(Directions):
Your task is to write out the lines from the line containing "Instruction: Extract the" through the last line of the material, exactly.

(Given records):
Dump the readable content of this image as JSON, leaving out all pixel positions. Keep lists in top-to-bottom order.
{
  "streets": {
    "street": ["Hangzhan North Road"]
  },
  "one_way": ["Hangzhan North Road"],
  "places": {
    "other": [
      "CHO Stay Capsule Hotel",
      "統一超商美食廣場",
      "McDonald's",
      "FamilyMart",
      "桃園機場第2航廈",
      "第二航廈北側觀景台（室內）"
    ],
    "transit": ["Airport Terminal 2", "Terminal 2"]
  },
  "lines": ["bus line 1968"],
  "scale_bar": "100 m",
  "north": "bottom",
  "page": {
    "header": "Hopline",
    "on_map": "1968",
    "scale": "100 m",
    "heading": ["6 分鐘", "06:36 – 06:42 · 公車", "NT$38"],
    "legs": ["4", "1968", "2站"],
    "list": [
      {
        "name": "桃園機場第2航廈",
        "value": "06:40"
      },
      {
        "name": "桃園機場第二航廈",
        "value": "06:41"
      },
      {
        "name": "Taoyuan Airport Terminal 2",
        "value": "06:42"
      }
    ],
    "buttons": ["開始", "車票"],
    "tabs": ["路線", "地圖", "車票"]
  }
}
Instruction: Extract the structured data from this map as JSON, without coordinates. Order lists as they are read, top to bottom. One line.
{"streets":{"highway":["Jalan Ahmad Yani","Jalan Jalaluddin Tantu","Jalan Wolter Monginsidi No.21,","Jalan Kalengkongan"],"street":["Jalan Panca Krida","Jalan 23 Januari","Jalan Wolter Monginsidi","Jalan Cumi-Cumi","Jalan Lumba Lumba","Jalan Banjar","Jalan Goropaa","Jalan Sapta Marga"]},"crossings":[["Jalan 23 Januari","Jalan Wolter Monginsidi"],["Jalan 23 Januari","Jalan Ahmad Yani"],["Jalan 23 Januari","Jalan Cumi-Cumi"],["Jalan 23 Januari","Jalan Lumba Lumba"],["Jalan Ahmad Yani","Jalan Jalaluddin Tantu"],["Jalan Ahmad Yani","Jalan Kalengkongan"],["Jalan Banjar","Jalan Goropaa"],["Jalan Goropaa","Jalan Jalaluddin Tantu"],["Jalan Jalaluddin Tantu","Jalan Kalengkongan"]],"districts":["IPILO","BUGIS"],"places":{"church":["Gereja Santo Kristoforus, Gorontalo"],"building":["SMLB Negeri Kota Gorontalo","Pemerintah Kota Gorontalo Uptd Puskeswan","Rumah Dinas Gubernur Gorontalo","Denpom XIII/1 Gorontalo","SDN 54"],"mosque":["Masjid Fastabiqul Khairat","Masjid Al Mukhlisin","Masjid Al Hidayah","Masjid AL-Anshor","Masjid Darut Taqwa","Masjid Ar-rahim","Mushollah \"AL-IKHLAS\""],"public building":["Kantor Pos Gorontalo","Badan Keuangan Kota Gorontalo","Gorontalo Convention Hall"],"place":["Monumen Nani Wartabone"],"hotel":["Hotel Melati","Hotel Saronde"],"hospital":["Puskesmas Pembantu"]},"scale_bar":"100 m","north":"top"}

(Answer to the exercise):
Instruction: Extract the structured data from this map as JSON, without coordinates. Order lists as they are read, top to bottom. One line.
{"streets":{"highway":["Jalan Ahmad Yani","Jalan Jalaluddin Tantu","Jalan Wolter Monginsidi No.21,","Jalan Kalengkongan"],"street":["Jalan Panca Krida","Jalan 23 Januari","Jalan Wolter Monginsidi","Jalan Cumi-Cumi","Jalan Lumba Lumba","Jalan Banjar","Jalan Goropaa","Jalan Sapta Marga"]},"crossings":[["Jalan 23 Januari","Jalan Wolter Monginsidi"],["Jalan 23 Januari","Jalan Ahmad Yani"],["Jalan 23 Januari","Jalan Cumi-Cumi"],["Jalan 23 Januari","Jalan Lumba Lumba"],["Jalan Ahmad Yani","Jalan Jalaluddin Tantu"],["Jalan Ahmad Yani","Jalan Kalengkongan"],["Jalan Banjar","Jalan Goropaa"],["Jalan Goropaa","Jalan Jalaluddin Tantu"],["Jalan Jalaluddin Tantu","Jalan Kalengkongan"]],"districts":["IPILO","BUGIS"],"places":{"church":["Gereja Santo Kristoforus, Gorontalo"],"building":["SMLB Negeri Kota Gorontalo","Pemerintah Kota Gorontalo Uptd Puskeswan","Rumah Dinas Gubernur Gorontalo","Denpom XIII/1 Gorontalo","SDN 54"],"mosque":["Masjid Fastabiqul Khairat","Masjid Al Mukhlisin","Masjid Al Hidayah","Masjid AL-Anshor","Masjid Darut Taqwa","Masjid Ar-rahim","Mushollah \"AL-IKHLAS\""],"public building":["Kantor Pos Gorontalo","Badan Keuangan Kota Gorontalo","Gorontalo Convention Hall"],"place":["Monumen Nani Wartabone"],"hotel":["Hotel Melati","Hotel Saronde"],"hospital":["Puskesmas Pembantu"]},"scale_bar":"100 m","north":"top"}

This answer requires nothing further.